Russia is a country full of opposing voices and characters like Rasputin running around soiling the reputation of the Tsar. Everyone has a view of what should be introduced to change the country and although hardly any agree on the way the future should look they all agree on the need for change.
Against the back drop of political meetings where the white middle and upper classes tentatively mix with the working class there are two sisters that are part of that world. Katrina and Dasha are moving with the times hosting and attending meetings where dangerous ideas are aired.
At one of the meetings the brooding but clearly influential poet is on the stage and he mentions to Dasha that he visited her sister’s home for one of the salons she held. Katrina fell under the poet’s spell and imperils her marriage by sleeping with the man who then threw her to one side having fulfilled his curiosity with her.

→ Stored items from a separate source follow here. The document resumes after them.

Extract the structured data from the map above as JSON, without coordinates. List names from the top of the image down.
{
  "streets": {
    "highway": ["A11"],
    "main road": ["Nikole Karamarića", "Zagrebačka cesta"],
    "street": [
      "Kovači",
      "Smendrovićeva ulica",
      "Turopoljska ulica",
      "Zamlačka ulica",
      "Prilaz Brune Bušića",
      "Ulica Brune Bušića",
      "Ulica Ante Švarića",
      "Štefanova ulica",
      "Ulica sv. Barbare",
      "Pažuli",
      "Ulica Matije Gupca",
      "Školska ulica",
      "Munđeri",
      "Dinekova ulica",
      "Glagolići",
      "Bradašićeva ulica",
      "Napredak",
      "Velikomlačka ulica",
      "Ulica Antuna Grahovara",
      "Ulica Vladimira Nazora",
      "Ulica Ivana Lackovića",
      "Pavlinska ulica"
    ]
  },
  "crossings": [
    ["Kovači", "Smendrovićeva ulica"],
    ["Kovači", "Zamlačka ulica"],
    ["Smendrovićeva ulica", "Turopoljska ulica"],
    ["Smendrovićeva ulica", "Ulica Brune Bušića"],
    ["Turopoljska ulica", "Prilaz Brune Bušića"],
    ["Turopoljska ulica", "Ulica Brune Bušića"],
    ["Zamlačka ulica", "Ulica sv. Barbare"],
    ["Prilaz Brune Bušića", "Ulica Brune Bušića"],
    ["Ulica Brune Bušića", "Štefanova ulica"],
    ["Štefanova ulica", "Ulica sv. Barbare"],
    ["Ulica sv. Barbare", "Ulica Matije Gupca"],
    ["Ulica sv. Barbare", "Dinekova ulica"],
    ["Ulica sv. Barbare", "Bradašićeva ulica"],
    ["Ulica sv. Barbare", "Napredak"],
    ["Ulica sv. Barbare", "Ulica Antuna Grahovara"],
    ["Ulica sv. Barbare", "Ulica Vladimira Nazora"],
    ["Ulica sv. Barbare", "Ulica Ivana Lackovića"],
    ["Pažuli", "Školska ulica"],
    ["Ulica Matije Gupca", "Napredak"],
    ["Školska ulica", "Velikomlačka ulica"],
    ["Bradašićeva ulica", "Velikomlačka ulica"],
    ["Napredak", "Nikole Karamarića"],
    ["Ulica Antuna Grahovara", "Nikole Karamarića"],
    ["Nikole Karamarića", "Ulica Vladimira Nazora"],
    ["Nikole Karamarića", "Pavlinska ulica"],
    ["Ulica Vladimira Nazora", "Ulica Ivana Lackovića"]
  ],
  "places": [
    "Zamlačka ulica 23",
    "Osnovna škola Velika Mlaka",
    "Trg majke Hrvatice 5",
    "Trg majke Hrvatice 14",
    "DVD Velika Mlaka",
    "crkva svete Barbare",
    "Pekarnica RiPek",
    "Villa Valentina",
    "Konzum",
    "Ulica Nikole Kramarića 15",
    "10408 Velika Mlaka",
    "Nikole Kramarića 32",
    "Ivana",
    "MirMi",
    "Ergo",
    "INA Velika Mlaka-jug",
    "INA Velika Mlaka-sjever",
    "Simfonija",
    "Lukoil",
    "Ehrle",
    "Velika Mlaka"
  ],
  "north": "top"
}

Dasha finds out about the affair and demands that her sister reveals it to her husband thereby ending the marriage. The sisters split apart with Dasha finishing her exams and heading back to her father’s flat and her sister going to Paris.
Then Arch Duke Ferdinand is shot and the pause before the start of the First World War starts. All Dasha can think about is the man she met in St Petersburg who also shared her trip to the Volga to see her father. She is in love but he seems so far away.
A great tale of love and loss with the different characters being built up to overlap at various stages later on.